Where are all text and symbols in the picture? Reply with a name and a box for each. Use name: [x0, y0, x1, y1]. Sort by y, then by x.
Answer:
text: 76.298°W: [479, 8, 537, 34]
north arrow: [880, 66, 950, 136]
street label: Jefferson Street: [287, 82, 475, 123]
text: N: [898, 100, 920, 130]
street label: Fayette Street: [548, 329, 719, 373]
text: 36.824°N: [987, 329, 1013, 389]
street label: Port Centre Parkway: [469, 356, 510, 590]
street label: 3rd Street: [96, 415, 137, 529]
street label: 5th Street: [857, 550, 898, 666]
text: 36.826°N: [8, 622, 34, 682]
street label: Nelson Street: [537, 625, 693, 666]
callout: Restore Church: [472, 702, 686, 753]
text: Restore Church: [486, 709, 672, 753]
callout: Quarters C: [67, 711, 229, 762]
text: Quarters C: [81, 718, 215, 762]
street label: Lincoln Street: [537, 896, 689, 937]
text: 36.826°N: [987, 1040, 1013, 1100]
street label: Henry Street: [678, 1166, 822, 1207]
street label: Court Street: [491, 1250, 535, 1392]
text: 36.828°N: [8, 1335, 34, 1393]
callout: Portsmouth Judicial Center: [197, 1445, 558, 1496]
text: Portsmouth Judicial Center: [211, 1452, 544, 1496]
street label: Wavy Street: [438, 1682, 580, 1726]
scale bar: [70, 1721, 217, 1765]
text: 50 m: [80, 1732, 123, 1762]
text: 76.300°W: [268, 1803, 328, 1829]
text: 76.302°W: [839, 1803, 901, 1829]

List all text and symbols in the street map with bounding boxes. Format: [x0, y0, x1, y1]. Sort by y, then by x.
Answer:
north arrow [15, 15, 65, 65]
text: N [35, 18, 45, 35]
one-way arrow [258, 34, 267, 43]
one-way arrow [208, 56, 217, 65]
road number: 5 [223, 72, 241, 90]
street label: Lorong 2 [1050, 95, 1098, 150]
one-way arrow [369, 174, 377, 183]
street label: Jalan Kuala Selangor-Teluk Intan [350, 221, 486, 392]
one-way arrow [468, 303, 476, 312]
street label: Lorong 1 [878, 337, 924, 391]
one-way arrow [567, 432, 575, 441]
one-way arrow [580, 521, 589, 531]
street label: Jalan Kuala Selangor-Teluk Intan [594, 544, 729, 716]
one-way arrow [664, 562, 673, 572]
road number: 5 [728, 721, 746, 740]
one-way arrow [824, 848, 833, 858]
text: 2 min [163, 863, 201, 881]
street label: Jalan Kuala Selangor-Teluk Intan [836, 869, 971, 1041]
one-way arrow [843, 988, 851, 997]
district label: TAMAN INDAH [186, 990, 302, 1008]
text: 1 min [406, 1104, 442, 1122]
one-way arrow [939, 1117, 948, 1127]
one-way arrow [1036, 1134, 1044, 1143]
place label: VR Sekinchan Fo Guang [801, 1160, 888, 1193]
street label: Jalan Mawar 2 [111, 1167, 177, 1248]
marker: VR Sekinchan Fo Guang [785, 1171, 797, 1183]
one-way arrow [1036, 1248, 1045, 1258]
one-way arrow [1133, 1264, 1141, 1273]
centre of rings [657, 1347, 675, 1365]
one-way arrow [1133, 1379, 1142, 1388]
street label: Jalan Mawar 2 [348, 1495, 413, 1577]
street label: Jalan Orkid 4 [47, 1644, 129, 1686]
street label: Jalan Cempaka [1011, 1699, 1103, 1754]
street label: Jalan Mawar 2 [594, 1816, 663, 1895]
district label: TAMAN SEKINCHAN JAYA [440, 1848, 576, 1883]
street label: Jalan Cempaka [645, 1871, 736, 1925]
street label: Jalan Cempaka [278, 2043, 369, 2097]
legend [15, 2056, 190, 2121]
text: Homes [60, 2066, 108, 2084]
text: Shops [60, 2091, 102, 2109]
__________________________________________________
Work task: Reproduce exactly every line that sits between the start of the entries and the line bearing "List all text", counting both of those lines.

Solution for this task:
Where are all text and symbols in the picture? Reply with a name and a box for each. Use name: [x0, y0, x1, y1]. Sort by y, then by x.
Answer:
text: 76.298°W: [479, 8, 537, 34]
north arrow: [880, 66, 950, 136]
street label: Jefferson Street: [287, 82, 475, 123]
text: N: [898, 100, 920, 130]
street label: Fayette Street: [548, 329, 719, 373]
text: 36.824°N: [987, 329, 1013, 389]
street label: Port Centre Parkway: [469, 356, 510, 590]
street label: 3rd Street: [96, 415, 137, 529]
street label: 5th Street: [857, 550, 898, 666]
text: 36.826°N: [8, 622, 34, 682]
street label: Nelson Street: [537, 625, 693, 666]
callout: Restore Church: [472, 702, 686, 753]
text: Restore Church: [486, 709, 672, 753]
callout: Quarters C: [67, 711, 229, 762]
text: Quarters C: [81, 718, 215, 762]
street label: Lincoln Street: [537, 896, 689, 937]
text: 36.826°N: [987, 1040, 1013, 1100]
street label: Henry Street: [678, 1166, 822, 1207]
street label: Court Street: [491, 1250, 535, 1392]
text: 36.828°N: [8, 1335, 34, 1393]
callout: Portsmouth Judicial Center: [197, 1445, 558, 1496]
text: Portsmouth Judicial Center: [211, 1452, 544, 1496]
street label: Wavy Street: [438, 1682, 580, 1726]
scale bar: [70, 1721, 217, 1765]
text: 50 m: [80, 1732, 123, 1762]
text: 76.300°W: [268, 1803, 328, 1829]
text: 76.302°W: [839, 1803, 901, 1829]

List all text and symbols in the street map with bounding boxes. Format: [x0, y0, x1, y1]. Sort by y, then by x.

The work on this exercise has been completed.